When you fire up Serial+ initially, you’re prompted to enter a PIN/Passcode. Off the bat it’s obvious that Enabled Apps places a big importance on security, as you’ll soon find that every time you leave the app and return this PIN needs to be entered. If you find this to be an annoyance, as I have, you’ll be disappointed to learn that there’s no option to turn off this restriction. While I appreciate the developer’s concerns, I’d prefer having the option to determine whether warranty items and serial numbers need to be guarded so strictly.

Make sure to select a PIN you can remember because you'll be locked out if you forget.

Make sure to select a PIN you can remember because you’ll be locked out if you forget.

Serial+ allows you to backup your information to Dropbox, and said information is protected by use of an AES-256 bit encryption. For those not familiar with AES, or encryption in general, the EE Times states that “AES has never been cracked yet and is safe against any brute force attacks.” Knowing nothing about encryption myself, that seems to be the best outcome you could possibly hope for.

Entering Serials & Warranties

After setting your PIN, Serial+ dumps you into the main view, which appears rather vacant at first glance. This is actually a good thing, because there’s little question in regards to what steps a user should take next. Tapping the big + icon in the upper-left corner initiates the process for entering a serial number/warranty item, while tapping the big gear icon in the upper-right corner transitions you to the settings.

All added items are separated by category and displayed in alphabetical order.

All added items are separated by category and displayed in alphabetical order.

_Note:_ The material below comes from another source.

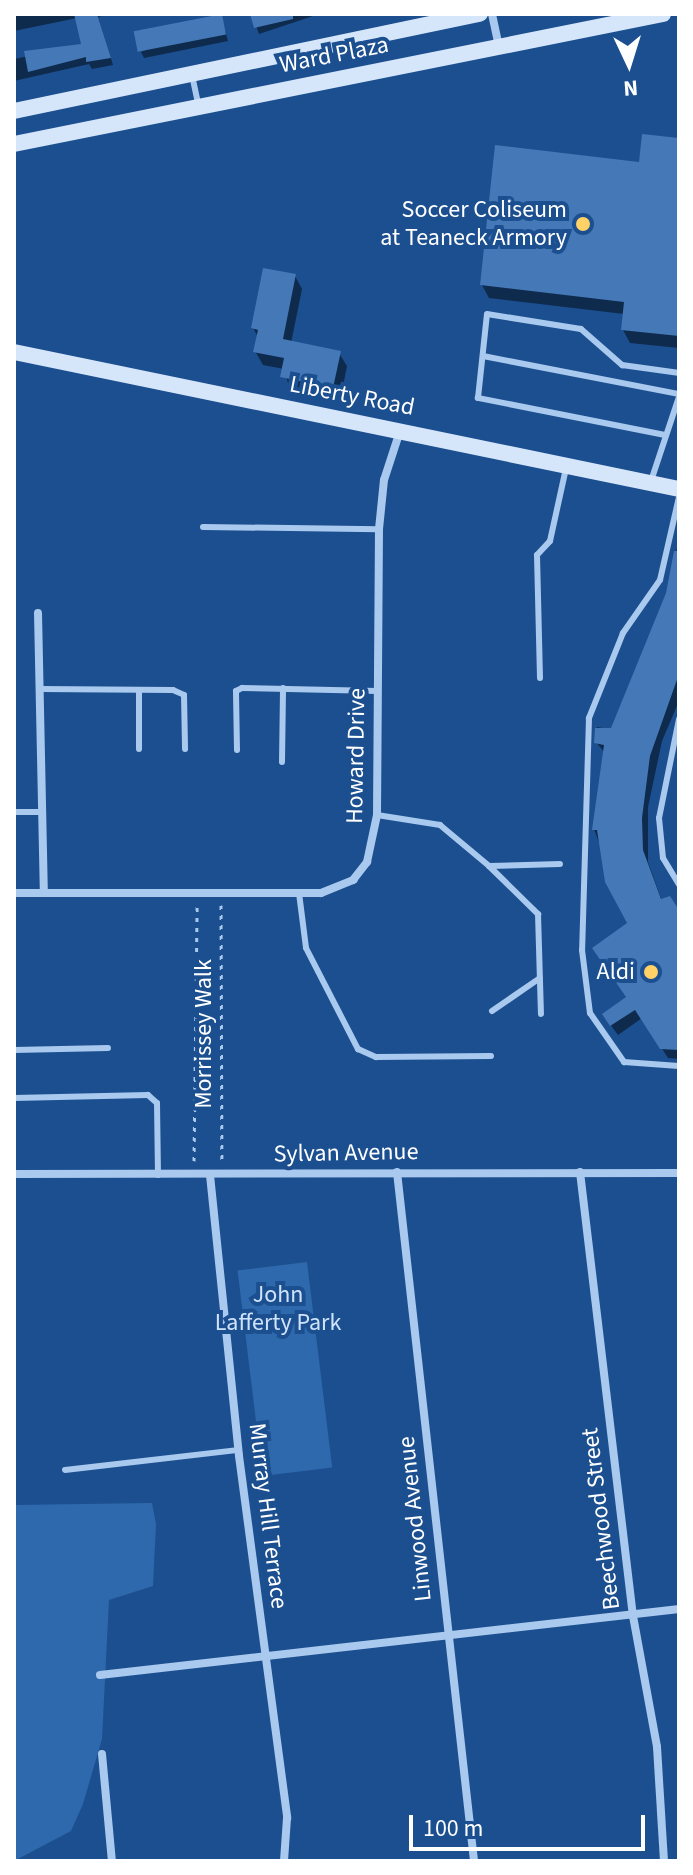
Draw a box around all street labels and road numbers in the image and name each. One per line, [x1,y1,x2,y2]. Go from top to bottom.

Entering a serial number/warranty item is a somewhat straightforward task. Once you select the item type, you’re presented a series of fields that you’ll need to fill out. When you finish entering one field, you can often tap the return button to jump to the next, but you will be halted when you’re required to enter a date, select an item category or add a photo. Speaking of dates, if you enter a purchase date and length of warranty Serial+ will automatically enter the expiration date — a minor, but handy feature.

Serial+ prompts you to enter a lot of detailed information, which may be useful later on.

Serial+ prompts you to enter a lot of detailed information, which may be useful later on.

I encountered a few speed bumps during this process that threw me for a loop. Some entry fields (e.g. Item Category, Pictures and Purchase Date) do absolutely nothing when you tap them, and it took me a few seconds to realize that a button on the right side needed to be tapped to progress. Landing in a bare Add Photos view also required me to take me a few seconds to realize I needed to tap the + button at the top to being the process — a bit of hand holding from the developers would be helpful in this regard.

Certain areas of the app may leave you scratching your head.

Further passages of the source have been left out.